Aliksander Bouzas
a poem by
Poem for a 9th grade biology lab in which I dissected a fetal pig & the classmates who told me I would be too squeamish to do it leaving the room to throw up
I am sinking into the inky earth of the New York State Highway.
Appalachia rots in the rearview, clouds’ rough edges rip at the sky.
I think of the first time I dissected something living, then dead, inedible,
suspended in formaldehyde, frozen for the sole purpose of my education.
How I was dissected on that operating table, all the times I’ve lived there,
unmoving under anesthesia, choking on the desire to wake back up. The
sterile hospital fluorescence nightlights empty halls, the comfort of the
scalpel. Does a surgeon remember each body She cuts? or is He just the axe?
We are driving through a pincushion of beetlekill.
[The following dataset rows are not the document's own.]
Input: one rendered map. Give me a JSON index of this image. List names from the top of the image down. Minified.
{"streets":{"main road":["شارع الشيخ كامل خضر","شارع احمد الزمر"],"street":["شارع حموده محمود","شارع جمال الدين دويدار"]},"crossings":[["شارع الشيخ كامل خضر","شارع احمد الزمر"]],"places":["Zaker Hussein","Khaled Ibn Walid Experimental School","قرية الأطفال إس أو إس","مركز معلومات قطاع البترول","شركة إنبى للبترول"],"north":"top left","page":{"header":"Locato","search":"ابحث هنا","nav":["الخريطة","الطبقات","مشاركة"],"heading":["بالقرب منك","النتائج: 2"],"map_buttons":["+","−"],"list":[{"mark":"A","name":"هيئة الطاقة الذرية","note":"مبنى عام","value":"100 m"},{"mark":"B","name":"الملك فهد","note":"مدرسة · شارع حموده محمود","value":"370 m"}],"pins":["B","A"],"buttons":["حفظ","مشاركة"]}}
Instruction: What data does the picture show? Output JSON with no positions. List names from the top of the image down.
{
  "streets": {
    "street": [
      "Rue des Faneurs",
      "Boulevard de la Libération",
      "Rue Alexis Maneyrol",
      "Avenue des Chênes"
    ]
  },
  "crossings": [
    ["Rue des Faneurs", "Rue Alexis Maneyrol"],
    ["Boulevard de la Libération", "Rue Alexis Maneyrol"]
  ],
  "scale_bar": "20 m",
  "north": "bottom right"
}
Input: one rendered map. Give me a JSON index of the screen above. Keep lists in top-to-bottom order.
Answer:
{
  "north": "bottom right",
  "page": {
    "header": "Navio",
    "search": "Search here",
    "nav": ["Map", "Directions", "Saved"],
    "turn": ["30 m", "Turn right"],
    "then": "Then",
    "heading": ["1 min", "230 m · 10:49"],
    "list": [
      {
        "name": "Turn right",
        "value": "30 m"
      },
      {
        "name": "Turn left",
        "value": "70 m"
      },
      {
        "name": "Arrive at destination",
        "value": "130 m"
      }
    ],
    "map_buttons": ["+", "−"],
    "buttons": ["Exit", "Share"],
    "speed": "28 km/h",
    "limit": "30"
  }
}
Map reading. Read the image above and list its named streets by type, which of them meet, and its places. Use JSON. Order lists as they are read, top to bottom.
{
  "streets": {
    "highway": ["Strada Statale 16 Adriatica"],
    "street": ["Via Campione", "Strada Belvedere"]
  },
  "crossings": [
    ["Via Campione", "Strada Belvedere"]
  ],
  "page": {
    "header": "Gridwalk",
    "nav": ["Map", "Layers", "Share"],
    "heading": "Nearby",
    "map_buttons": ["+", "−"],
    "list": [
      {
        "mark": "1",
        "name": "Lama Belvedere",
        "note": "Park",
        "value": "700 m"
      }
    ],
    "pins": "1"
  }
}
The Rockies swallow
the plateau like it is nothing—the great expanse gone in an instant—
Denver appears, light first, her arms open wide, welcoming me home.
But she isn’t my home, she shares your heartbeat, matches the rhythm
of your breathing. And all I am thinking of is Boston, the only place
I’ve found that beats in time with me. My pulse craves her lazy hills
over the mountainous goliaths that bore you. Your lungs thrive in
thin air; mine have been stapled together to survive. The sedation takes:
I’m drifting from those that shaped me, starting with the classrooms,
ending with the friends I swore would be at my wedding, realizing
I have spent all this time proving I won’t shy away from blood.
Aliksander
Bouzas
(he/him)
Aliksander Bouzas (he/him) is a poet from Boston, Massachusetts, studying Political Science and Philosophy at UMass Boston. You can find him scribbling poems in the margins of PoliSci research papers, which he ultimately believes to be a kind of poetry in their own right.